My flight to New York took off on time, and I started wondering how I was to pass the next 13 hours. This time, a three-year old blonde child came to my help. He freed himself from his mother’s lap across the aisle and started moving up and down the cabin, examining people in their seats. After making one or two rounds of the aisle, he walked towards me, studied me carefully and then tentatively grinned at me. I grinned back and made a few funny faces at him. He giggled and darted back to his mother, a wholesome woman, and soon returned with a sheet of paper and a pencil. He had drawn a few random lines on the sheet.

Obviously, he wanted me to draw something. I had never been good at drawing.
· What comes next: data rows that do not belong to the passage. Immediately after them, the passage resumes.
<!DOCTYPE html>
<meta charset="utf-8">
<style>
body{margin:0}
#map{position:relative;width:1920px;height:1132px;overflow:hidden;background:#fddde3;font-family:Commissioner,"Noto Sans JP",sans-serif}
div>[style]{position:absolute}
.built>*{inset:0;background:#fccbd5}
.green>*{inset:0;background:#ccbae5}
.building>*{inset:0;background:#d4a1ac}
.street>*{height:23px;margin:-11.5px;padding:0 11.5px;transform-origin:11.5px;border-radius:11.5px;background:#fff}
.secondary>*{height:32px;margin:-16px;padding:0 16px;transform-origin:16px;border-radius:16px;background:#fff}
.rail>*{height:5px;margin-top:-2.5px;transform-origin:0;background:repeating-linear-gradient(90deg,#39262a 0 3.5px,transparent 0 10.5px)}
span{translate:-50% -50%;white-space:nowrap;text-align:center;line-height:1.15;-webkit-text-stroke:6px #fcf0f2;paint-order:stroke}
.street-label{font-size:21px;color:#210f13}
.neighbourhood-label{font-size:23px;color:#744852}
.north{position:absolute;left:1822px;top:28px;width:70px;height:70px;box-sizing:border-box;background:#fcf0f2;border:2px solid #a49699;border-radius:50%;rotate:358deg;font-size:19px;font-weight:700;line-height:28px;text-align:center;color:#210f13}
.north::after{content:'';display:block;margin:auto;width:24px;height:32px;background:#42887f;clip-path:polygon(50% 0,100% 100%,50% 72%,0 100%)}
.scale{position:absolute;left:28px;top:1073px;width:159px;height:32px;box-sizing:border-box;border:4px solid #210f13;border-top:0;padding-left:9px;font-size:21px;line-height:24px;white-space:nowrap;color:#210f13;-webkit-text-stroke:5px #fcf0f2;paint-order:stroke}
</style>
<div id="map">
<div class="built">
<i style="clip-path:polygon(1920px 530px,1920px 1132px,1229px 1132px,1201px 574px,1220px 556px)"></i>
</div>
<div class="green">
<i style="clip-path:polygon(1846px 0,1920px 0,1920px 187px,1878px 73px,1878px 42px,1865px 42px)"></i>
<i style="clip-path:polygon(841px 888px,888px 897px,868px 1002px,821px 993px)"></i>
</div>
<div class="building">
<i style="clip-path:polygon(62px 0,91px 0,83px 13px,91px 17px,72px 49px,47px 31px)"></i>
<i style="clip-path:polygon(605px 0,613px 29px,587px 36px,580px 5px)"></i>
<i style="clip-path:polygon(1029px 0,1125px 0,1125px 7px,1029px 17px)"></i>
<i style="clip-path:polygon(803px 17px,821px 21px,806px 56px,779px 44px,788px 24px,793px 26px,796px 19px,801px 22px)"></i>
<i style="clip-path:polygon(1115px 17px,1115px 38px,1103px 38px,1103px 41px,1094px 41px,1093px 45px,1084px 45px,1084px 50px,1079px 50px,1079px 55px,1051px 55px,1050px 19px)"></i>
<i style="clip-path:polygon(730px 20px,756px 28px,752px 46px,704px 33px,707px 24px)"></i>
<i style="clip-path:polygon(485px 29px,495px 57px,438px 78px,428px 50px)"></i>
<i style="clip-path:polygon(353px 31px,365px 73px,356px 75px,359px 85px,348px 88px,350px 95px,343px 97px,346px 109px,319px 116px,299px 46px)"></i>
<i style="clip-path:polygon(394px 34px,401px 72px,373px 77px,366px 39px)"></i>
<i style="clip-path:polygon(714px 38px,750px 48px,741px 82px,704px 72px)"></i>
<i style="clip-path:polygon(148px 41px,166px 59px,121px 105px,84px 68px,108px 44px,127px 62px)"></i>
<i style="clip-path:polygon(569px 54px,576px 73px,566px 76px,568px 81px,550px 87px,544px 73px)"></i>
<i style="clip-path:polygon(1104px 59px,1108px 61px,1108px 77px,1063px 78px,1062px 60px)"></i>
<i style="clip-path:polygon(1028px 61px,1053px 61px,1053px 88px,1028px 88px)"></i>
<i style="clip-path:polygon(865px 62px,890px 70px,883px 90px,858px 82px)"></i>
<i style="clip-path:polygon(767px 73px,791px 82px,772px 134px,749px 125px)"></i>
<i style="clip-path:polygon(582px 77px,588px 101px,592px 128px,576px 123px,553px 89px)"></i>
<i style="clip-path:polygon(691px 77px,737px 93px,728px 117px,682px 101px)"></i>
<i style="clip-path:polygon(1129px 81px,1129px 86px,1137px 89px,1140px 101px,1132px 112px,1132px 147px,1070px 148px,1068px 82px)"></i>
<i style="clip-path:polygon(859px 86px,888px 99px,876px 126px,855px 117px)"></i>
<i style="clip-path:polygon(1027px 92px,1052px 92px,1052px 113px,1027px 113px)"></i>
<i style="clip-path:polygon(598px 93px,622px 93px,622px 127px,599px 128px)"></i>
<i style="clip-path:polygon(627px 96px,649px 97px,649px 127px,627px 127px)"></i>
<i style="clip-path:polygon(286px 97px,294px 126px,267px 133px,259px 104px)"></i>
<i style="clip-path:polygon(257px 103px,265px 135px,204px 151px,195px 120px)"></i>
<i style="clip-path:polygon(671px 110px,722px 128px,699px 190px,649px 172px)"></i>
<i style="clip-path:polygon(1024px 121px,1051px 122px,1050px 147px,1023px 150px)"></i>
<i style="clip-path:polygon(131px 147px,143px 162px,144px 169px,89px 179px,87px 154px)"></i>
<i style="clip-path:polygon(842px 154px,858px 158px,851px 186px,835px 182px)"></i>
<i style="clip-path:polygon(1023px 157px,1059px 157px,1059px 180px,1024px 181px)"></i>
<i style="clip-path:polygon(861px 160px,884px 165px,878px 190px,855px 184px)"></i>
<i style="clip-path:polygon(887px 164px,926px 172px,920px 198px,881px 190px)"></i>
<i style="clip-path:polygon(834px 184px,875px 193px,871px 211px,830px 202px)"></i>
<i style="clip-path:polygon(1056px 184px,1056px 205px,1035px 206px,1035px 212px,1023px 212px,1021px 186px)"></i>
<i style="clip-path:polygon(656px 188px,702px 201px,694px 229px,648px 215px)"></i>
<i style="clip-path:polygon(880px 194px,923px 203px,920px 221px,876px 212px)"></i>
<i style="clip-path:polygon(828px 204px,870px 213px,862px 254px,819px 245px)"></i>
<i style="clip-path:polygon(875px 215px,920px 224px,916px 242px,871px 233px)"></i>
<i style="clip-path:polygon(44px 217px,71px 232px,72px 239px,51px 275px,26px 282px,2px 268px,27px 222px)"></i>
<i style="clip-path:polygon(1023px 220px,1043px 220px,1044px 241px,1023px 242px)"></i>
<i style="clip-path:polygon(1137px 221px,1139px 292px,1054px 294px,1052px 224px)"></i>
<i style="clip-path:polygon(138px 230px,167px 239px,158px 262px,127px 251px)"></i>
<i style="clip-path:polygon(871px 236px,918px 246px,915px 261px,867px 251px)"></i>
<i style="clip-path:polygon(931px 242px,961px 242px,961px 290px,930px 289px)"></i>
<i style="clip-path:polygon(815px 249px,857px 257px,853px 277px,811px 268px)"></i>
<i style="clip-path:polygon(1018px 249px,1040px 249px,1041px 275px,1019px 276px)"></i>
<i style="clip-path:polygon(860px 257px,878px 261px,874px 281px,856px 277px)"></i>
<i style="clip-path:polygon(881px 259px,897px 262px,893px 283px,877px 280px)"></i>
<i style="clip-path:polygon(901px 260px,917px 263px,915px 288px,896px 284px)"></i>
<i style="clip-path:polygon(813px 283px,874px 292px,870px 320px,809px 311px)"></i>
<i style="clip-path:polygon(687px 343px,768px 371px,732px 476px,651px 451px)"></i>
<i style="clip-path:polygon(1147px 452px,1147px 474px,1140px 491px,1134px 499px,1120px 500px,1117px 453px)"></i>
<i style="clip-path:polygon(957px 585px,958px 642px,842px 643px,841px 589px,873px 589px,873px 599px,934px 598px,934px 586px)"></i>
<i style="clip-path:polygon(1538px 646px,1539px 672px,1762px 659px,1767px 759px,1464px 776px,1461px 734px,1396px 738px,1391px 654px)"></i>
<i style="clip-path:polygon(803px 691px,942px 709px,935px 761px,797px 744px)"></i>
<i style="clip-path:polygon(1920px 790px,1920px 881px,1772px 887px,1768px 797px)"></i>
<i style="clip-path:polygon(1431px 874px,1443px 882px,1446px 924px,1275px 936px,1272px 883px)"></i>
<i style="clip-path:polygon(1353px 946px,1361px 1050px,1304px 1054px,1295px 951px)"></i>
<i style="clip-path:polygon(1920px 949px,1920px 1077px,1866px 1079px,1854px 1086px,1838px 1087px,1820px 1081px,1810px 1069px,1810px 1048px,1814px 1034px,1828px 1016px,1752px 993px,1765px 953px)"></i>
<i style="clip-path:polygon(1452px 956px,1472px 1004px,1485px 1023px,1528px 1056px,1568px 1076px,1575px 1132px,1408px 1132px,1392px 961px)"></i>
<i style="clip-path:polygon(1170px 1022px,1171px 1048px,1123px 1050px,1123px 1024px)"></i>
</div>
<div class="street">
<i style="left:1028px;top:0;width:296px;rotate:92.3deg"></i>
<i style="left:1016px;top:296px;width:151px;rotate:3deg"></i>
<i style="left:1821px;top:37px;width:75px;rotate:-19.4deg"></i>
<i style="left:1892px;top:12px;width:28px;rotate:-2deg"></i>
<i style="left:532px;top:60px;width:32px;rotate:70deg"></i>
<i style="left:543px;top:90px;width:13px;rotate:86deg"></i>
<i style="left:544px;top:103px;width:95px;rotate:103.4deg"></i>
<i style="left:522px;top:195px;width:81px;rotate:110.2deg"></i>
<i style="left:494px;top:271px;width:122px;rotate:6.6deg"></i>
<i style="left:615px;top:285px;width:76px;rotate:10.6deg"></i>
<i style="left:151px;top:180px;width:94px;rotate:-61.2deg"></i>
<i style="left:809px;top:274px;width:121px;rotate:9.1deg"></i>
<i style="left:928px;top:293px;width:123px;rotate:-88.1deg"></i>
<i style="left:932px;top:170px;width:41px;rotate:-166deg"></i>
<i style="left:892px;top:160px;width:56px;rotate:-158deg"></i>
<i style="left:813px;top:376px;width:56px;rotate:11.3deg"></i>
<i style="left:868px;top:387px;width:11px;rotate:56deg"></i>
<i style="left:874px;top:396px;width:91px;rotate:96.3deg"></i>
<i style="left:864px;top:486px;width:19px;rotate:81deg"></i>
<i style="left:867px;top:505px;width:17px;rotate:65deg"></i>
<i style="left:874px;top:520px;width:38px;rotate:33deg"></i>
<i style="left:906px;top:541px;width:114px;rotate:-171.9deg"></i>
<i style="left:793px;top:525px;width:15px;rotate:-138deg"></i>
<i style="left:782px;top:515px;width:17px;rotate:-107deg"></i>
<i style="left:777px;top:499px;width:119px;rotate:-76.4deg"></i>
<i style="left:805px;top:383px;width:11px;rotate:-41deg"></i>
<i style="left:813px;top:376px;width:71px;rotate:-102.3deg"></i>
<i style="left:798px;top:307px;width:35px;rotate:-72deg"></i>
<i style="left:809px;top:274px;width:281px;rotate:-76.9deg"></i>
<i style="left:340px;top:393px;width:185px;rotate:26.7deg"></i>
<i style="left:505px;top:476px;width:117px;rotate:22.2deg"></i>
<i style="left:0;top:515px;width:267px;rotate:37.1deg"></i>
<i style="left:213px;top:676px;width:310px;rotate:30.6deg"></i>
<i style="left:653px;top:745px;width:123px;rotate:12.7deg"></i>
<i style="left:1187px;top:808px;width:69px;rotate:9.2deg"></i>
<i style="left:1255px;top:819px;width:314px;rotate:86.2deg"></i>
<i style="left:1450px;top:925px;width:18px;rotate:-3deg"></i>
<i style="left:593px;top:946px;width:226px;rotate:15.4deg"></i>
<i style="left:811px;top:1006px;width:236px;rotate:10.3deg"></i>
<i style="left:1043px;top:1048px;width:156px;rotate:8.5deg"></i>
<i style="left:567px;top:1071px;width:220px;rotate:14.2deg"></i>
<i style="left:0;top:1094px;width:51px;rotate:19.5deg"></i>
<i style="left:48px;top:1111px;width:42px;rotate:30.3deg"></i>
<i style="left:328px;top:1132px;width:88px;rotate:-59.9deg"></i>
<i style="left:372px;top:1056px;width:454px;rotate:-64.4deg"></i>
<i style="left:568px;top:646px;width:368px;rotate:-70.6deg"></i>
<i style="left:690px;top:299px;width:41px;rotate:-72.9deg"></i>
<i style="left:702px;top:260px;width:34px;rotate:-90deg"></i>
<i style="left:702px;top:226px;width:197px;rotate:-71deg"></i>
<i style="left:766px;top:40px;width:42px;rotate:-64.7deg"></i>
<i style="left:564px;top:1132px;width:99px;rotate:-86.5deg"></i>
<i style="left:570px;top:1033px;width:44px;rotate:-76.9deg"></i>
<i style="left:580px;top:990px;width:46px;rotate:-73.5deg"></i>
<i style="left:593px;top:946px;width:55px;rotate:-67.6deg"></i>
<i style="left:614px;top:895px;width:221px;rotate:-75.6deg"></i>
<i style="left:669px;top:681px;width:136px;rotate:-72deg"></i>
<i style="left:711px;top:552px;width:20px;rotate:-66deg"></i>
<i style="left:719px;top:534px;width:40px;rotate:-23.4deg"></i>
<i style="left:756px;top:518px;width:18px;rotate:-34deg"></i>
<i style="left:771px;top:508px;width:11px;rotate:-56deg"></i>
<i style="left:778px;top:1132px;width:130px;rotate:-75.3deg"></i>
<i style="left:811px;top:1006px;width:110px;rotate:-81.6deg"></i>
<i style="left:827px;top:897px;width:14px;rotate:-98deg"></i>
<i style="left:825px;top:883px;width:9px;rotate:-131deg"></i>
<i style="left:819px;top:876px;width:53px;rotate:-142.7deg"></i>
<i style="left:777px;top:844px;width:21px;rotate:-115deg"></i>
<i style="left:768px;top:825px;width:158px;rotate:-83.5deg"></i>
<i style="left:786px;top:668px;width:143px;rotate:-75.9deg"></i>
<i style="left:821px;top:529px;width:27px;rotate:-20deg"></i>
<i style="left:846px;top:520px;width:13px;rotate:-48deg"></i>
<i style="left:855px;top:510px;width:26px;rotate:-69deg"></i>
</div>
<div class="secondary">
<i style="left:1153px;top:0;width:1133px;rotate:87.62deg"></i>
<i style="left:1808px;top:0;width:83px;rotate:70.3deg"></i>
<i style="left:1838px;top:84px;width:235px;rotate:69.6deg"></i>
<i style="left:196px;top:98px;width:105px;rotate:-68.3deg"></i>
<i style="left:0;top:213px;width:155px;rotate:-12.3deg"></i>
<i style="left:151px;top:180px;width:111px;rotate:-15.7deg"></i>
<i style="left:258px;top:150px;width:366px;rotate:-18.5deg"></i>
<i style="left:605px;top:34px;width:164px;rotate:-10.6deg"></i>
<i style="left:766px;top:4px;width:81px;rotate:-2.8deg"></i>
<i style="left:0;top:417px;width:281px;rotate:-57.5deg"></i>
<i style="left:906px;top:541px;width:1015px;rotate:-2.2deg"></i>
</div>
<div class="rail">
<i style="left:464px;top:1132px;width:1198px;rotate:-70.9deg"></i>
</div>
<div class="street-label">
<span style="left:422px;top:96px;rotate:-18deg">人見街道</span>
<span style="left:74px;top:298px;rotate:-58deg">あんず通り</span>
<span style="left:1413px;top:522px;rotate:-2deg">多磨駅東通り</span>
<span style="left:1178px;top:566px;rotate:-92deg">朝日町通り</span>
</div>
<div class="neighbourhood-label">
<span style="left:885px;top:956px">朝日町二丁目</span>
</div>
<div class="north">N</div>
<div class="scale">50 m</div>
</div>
The only thing I had learnt to draw, early in school, like most other children, was a mouse. So, I proceeded to draw a mouse.

First, I drew the Urdu numeral seven <, which would become the mouse’s snout, then attached two Urdu 8s ^^to the upper leg of the seven. These would be the mouse’s ears. Then I drew the mouse’s body, which was simply a large blown up U, lying on its side. To this, I attached a tail and, finally, the two feet underneath the U. A dot in the snout, representing the eye, completed the picture.

As I was drawing, the child watched me intently. He seemed amused with the final result. He took the sheet from me, inspected it for a while, giggled a bit, and darted back to his mother to show it to her. I could see a faint smile on the mother’s face, but couldn’t tell what she thought of my drawing. She took the pencil from the child and did something to the sketch. The child came running back to me with the paper. I could see that the mother had added whiskers to the mouse, which I had not. She was right. A mouse is never without whiskers.

The child and the mouse kept me occupied for some time, but then the Lexotanil finally took over. I couldn’t resist sleep anymore. I pulled my seat into a bed, covered myself with a blanket, turned off the lights and went to sleep. It was an on-and-off kind of sleep, but when I woke up and looked at the flight path on the TV screen, it was only four hours to JFK. I must have slept for seven hours! This was the longest I’ve ever slept on a flight.

Passing the next four hours looked easy now. I decided to watch a movie. After fiddling with the movie menu, I chose an old movie, ‘Chocolat’. The story was set in a fictional village in France where people closely adhere to religious tradition. A young attractive woman – single mother of a six-year old daughter – who doesn’t believe in religion, moves to the village and opens a chocolate shop during Lent, the period preceding Easter when the Christian Church is devoted to fasting and abstinence. The village mayor uses the parish priest to turn the folks against her, but the woman stands her ground. Ultimately her chocolates win the village over to her side including the mayor and the priest.

It was a charming story with a profound message. With some changes, the story could have been about present-day Pakistan, with the difference that the woman would probably be dead in the end and the mayor and priest would prevail.

The movie lasted a little more than two hours. Only two hours were now left before we landed. I took out my laptop and started writing this story of my journey from Islamabad to New York.

What a relief the 16-hour flight was almost over. Thanks to the governor, the three-year old child – and a mouse.